Nevertheless there are pockets of new thinking to be found within the Administration, amongst field commanders from Bosnia who have learned of the limits of traditional military forces first hand, as well as in agencies that have been sacrificed to the republican agenda: AID and ACDA. But creating a permanent capability for mediation, arbitration, policing functions, public access TV, war crimes investigations and arms reductions are not on the agenda of official Washington. The Kosovo verifiers were an ad hoc unit likely to be scattered to the four winds. We badly need to have such capacity made permanent in order to increase our options for a real endgame in the Balkans and for future crises. They would be best created for the OSCE.

Having failed to invest in new tools for conflict prevention and management, the Administration approached the latest Balkan crisis without modern political tools at its disposal. Through inattention the US and its allies have deliberately permitted a massive gap in capabilities between talking and war. Military force is the main option. As we are seeing with tragic clarity it is at best a blunt instrument. The current air power is ineffective and the ground forces, so far, are unusable.

The Administration also insists on limiting the international organisations through which it will work to just one - NATO. The UN and the OSCE are not considered to be serious fora for debate or conflict resolution. At best the Security Council can be used to rubber stamp US/NATO decisions. Besides alienating and excluding Russia and China, this also sends the message that only military security is of any importance.

At the end of the 20th Century this approach is unacceptable.

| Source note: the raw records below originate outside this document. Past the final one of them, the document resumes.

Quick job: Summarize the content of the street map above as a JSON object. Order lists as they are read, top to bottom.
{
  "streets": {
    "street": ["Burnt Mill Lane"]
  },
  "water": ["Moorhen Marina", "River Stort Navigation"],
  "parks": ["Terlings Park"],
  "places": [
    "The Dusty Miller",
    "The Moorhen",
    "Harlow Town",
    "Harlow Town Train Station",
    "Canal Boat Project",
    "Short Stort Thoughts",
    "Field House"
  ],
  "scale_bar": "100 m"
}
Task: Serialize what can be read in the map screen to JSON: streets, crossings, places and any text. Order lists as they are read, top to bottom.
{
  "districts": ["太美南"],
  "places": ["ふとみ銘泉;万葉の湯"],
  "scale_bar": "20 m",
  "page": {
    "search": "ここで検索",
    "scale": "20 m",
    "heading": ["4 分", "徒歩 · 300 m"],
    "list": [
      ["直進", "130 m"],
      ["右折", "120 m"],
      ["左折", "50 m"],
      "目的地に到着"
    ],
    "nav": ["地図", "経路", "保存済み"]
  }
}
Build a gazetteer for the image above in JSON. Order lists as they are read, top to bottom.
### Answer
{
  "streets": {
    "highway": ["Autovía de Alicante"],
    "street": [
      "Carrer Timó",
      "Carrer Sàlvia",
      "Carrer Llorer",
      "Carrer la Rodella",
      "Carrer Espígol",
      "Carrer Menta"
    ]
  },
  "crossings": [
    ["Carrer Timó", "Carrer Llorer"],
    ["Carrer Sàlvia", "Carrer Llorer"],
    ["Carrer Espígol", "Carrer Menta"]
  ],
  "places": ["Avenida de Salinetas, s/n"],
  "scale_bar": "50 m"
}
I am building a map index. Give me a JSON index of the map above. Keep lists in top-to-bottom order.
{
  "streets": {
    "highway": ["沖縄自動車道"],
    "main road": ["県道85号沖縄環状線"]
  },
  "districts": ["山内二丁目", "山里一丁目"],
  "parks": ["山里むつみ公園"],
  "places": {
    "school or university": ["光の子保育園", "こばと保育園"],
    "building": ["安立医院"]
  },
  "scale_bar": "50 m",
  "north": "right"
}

There are enough viable alternatives to military force that it should only be used as a last resort. In a crisis, aggressive dictators have to be faced down (that is, all violent dictators - it has to become unacceptable for states to pick and choose the democracies they will fight for). But it is far better that the conflict prevention and democracy building tools at the disposal of the international community should be used to prevent those dictators from ever being in the position of being able to threaten international security.

Newsweek has concluded that even within a NATO-only context other options to bombing existed. Today, NATO says that a force in Kosovo should be international, hinting that such a force might not be NATO. Senior NATO officials are even talking about a UN protectorate, had such options been on the table a month ago.